Interior Ministry panel recommends adding half a million tons to annual quota; health minister objects because of pollution fears.
By Zafrir Rinat | Nov. 24, 2014
A panel of experts commissioned by the Interior Ministry has recommended earmarking large areas in the Arad Valley for phosphate mining, including an area where both local residents and the Health Ministry say mining will be detrimental to health.
Next week the National Planning and Building Council will discuss the new recommendations. If they are accepted, they will be officially incorporated into the national master plan for mining and quarrying.
The new recommendations are included in a policy document on mining and quarrying of industrial minerals prepared by an outside planning firm, Tik Proyektim, for the Interior Ministry’s planning administration. The document discusses a number of minerals, but mainly focuses on phosphates. Phosphates are currently mined at a number of sites in the Negev by Rotem Amfert Negev, a subsidiary of the Israel Chemicals Group.
The main recommendation was to mine 7.5 million tons of phosphates per year, half a million more than is currently mined, and to limit some phosphate exports.

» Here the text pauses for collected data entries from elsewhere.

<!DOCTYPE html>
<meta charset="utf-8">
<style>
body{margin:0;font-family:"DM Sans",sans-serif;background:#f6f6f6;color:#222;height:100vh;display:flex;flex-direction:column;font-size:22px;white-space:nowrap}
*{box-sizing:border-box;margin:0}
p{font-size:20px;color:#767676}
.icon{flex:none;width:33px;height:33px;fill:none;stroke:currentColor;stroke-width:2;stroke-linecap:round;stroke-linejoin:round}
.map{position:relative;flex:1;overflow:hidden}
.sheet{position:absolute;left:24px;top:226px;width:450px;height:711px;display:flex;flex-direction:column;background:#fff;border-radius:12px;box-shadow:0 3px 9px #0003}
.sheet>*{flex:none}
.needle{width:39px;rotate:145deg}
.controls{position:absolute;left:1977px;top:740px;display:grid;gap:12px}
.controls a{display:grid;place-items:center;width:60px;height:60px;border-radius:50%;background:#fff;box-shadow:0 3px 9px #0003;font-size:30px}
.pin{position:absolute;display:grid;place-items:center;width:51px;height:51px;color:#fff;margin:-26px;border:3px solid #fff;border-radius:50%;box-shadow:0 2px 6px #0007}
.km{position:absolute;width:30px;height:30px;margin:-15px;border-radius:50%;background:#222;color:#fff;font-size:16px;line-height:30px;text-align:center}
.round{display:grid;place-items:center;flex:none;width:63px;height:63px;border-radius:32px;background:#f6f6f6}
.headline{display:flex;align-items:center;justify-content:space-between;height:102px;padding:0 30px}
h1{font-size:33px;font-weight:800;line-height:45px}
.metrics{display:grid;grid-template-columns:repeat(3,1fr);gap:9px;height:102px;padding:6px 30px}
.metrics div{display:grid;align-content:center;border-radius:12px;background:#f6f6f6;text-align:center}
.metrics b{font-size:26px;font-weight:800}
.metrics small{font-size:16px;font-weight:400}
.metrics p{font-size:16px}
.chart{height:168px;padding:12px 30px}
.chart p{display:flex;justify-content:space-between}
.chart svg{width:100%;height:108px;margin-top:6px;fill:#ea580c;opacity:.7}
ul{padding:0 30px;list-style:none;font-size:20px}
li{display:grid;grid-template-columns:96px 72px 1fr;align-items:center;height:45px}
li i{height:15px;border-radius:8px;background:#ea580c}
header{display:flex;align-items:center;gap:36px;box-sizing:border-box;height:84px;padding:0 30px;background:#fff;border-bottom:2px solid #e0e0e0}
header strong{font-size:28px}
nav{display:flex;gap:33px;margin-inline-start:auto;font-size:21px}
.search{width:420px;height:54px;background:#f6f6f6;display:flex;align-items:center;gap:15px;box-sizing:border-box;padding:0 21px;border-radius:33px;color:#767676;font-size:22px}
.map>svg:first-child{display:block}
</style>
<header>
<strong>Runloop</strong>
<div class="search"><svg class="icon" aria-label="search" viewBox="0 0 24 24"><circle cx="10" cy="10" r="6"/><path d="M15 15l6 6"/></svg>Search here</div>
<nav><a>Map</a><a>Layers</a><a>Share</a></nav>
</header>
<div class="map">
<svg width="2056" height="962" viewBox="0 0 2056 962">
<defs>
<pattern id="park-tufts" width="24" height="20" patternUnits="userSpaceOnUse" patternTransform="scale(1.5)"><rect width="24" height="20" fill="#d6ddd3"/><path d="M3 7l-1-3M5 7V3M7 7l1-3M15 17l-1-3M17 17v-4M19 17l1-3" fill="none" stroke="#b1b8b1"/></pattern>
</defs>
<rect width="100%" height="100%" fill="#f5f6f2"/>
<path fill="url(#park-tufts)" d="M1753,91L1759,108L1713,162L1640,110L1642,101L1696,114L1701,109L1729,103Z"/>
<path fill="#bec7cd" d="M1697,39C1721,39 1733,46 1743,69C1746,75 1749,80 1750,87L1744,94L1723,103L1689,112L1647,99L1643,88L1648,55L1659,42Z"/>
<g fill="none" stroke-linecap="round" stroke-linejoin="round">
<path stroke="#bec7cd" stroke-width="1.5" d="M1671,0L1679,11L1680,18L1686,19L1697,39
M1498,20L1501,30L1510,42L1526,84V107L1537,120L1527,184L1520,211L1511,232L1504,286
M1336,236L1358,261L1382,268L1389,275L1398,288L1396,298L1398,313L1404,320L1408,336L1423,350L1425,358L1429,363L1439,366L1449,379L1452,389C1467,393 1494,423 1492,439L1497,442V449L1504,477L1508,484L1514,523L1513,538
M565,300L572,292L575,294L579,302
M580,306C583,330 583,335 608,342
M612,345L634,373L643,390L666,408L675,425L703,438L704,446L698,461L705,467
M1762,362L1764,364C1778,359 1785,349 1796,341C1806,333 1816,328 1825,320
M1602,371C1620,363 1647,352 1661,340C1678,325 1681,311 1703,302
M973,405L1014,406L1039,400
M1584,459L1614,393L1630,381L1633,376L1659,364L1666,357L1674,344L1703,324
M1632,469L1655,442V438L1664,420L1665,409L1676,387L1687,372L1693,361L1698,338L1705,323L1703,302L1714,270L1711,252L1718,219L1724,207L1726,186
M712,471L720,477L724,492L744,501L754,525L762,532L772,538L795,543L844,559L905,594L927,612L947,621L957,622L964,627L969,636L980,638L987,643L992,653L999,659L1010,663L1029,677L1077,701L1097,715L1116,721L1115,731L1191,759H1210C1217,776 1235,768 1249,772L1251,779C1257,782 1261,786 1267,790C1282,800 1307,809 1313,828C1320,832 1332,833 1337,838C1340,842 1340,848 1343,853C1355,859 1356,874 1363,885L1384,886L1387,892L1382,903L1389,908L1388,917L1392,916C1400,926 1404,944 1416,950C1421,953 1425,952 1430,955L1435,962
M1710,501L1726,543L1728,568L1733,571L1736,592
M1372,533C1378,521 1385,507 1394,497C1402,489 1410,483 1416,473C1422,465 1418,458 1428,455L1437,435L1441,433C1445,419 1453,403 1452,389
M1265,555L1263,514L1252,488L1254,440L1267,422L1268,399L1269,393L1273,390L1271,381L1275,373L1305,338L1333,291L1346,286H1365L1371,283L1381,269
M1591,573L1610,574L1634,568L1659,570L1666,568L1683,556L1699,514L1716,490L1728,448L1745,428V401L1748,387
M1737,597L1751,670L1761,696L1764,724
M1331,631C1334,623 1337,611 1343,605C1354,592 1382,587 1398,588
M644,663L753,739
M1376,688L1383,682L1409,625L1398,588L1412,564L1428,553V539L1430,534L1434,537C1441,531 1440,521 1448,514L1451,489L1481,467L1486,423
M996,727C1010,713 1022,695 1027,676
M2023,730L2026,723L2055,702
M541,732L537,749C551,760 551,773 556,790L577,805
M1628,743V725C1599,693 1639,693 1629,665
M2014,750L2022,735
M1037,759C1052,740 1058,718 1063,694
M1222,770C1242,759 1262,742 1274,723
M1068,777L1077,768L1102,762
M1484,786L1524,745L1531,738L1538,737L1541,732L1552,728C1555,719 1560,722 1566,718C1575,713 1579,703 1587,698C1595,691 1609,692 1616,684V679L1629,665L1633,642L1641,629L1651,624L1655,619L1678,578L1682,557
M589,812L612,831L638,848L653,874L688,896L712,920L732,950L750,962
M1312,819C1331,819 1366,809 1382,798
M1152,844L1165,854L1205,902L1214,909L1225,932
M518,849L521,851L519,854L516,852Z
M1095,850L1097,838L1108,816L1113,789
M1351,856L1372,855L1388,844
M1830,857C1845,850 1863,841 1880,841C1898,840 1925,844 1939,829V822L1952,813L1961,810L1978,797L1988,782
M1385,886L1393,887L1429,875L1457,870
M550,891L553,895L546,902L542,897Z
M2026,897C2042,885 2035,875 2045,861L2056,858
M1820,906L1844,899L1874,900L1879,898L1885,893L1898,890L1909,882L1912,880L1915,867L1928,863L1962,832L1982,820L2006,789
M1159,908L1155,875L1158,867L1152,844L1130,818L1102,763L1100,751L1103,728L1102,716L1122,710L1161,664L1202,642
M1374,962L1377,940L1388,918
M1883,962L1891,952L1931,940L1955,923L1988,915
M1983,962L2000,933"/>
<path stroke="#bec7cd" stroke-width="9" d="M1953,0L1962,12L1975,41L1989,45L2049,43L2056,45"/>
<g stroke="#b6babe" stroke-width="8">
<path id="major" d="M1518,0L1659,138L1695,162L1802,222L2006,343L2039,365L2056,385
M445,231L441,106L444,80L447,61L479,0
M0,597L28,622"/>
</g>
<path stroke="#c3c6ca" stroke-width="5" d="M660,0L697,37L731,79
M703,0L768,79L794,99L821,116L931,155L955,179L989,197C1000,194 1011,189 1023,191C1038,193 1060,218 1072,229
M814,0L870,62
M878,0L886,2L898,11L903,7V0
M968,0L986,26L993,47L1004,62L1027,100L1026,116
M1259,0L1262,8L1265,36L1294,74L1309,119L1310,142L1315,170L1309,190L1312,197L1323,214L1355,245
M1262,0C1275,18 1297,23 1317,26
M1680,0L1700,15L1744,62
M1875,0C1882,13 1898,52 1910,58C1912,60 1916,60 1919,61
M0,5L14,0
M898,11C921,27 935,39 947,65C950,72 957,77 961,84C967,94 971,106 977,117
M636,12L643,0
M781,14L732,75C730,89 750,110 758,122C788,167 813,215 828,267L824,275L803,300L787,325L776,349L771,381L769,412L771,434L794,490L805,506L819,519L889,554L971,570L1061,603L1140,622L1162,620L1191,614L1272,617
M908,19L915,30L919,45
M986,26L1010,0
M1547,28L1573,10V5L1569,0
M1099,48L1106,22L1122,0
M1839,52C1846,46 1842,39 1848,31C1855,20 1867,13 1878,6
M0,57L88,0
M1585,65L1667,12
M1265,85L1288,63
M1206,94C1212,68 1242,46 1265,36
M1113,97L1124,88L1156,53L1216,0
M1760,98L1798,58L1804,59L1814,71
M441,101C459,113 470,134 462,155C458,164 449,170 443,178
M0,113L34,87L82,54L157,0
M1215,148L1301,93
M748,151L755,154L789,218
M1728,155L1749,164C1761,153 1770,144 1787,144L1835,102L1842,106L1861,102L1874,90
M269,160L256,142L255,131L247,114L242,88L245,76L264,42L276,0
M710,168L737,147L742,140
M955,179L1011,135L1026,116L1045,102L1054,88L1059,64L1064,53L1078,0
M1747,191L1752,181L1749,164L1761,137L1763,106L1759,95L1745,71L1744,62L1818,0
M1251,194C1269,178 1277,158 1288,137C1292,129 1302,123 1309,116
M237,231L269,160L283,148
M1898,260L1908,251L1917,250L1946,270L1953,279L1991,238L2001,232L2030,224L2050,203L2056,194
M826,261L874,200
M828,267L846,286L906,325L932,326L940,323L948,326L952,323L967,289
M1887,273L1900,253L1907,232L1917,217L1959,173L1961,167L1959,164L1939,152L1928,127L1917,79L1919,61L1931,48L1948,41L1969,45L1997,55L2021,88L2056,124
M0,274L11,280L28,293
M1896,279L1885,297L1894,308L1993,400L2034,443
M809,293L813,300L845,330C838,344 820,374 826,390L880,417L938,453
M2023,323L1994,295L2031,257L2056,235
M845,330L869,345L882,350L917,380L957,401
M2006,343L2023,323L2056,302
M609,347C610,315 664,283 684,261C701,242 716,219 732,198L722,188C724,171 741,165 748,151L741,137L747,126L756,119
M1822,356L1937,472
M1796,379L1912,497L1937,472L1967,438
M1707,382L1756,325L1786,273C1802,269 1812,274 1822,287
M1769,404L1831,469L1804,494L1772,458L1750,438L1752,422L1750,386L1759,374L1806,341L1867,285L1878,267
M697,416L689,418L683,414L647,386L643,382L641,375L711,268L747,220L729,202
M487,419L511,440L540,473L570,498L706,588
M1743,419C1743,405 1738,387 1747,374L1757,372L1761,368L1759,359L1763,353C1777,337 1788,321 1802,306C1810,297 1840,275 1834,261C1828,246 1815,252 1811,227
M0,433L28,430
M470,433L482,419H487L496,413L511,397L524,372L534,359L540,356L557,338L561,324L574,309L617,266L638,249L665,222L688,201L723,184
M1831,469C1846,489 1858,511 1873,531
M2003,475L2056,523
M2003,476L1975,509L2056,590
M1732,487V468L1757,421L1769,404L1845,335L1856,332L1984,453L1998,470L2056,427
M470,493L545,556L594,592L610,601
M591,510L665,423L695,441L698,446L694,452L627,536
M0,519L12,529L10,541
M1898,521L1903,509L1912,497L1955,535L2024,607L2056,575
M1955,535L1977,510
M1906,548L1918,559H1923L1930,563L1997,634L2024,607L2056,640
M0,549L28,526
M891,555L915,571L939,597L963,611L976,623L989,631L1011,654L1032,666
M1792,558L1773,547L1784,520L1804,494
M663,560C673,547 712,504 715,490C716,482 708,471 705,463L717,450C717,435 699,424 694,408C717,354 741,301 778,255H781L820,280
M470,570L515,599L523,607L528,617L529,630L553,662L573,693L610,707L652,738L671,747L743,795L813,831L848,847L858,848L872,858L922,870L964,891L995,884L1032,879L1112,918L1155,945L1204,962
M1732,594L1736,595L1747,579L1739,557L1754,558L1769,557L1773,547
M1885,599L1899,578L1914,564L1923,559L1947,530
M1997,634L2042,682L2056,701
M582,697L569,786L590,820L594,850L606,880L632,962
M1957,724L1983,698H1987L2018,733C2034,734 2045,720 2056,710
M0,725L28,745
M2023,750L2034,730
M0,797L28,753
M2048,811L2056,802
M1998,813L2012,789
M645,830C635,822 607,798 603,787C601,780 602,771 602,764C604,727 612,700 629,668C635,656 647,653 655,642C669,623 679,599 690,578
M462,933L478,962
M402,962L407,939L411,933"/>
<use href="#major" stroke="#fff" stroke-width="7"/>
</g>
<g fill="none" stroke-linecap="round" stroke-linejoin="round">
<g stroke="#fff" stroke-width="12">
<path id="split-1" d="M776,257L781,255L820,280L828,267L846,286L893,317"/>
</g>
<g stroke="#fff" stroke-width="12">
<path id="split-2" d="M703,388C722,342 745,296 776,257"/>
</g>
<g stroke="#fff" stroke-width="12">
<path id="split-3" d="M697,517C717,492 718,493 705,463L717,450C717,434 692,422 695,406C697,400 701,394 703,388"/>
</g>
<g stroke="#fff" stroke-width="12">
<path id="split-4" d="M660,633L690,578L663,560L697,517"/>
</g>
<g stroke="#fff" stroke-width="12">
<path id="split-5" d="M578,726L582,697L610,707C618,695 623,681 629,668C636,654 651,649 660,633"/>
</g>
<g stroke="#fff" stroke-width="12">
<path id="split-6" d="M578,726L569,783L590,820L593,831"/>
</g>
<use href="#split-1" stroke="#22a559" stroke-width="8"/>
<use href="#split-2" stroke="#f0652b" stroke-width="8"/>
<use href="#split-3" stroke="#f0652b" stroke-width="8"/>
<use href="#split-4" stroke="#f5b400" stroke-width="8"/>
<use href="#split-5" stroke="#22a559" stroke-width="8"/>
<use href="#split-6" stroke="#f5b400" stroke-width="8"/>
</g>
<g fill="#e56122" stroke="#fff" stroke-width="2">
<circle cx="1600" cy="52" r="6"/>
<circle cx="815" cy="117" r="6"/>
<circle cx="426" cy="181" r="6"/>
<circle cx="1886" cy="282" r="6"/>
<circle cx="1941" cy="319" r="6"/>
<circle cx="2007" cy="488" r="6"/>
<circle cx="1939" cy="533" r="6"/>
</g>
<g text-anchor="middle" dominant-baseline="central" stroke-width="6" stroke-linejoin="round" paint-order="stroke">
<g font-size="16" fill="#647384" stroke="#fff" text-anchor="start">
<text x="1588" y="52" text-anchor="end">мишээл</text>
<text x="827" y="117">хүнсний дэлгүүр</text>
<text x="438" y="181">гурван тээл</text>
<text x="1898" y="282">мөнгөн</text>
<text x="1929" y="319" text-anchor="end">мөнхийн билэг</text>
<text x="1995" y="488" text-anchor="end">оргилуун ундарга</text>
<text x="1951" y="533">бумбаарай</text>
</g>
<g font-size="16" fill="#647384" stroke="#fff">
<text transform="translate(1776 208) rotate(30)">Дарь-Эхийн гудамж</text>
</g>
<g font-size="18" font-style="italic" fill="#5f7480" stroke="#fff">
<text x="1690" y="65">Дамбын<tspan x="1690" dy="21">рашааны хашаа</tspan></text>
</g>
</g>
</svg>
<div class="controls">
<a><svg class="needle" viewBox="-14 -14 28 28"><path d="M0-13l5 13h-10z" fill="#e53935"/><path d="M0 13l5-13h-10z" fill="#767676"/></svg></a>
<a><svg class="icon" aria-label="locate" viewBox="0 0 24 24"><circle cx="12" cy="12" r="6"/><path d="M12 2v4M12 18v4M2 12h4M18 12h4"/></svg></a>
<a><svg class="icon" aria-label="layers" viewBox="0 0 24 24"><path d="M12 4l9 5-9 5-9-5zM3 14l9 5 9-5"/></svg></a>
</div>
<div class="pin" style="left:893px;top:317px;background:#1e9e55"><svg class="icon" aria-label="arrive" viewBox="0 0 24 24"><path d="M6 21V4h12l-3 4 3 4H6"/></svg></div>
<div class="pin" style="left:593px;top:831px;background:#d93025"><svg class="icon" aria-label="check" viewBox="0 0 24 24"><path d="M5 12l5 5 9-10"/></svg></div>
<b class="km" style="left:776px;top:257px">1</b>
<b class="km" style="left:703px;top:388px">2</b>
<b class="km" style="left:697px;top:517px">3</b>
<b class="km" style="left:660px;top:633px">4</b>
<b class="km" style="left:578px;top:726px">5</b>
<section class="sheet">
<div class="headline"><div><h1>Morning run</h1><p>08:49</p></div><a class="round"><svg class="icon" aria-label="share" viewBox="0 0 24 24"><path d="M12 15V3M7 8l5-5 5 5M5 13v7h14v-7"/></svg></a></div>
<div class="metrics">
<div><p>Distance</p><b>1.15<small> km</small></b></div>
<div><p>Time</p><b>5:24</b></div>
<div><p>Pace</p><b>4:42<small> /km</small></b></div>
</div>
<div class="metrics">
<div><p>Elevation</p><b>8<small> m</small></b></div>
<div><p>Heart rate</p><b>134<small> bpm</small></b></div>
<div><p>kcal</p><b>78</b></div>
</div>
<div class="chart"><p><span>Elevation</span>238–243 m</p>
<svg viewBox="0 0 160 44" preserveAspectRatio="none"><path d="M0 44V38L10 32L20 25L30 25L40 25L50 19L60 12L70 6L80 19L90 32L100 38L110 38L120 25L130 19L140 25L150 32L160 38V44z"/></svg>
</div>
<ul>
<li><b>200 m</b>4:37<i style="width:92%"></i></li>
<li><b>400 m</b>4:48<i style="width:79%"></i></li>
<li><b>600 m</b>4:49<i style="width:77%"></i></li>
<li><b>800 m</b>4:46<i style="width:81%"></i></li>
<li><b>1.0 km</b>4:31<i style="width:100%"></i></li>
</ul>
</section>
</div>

The panel considered a number of sites in the Negev for phosphate mining. The main site proposed is the Arad Valley, where there are large reserves of high-quality phosphates and transportation costs are lower. It is also said to be less sensitive in terms of nature and landscape compared to areas in the southern Negev.
Another alternative is to close or cut back phosphate plants, which the report calls “destructive in terms of employment in the Negev and a significant blow to the state’s economy.”
As for concerns over pollution by the mining in one of the areas of the Arad Valley, called Sde Barir, near where a large Bedouin population lives, the panel said findings were inconclusive and recommended that criteria determined by the Environmental Protection Ministry should be met before mining takes place. Among these criteria are a minimal distance from communities of no less than one kilometer, treatment of dust and a small pilot project to determine whether air quality standards can be maintained.
However, based on the opinion of an American expert, Prof. Jonathan Samet, Health Minister Yael German opposes even the pilot project in the Sde Barir area due to health risks from pollution.
An anti-mining group in Arad said in response to the proposal: “The cat is out of the bag. If at first discussion was about Sde Barir, now Israel Chemicals has developed an appetite and they want double the area.”
The group expressed concerns that the Health Ministry’s stand was not being taken into consideration by planners and government ministers, and suggested that promotion of the project was an example of the connection between big money and government.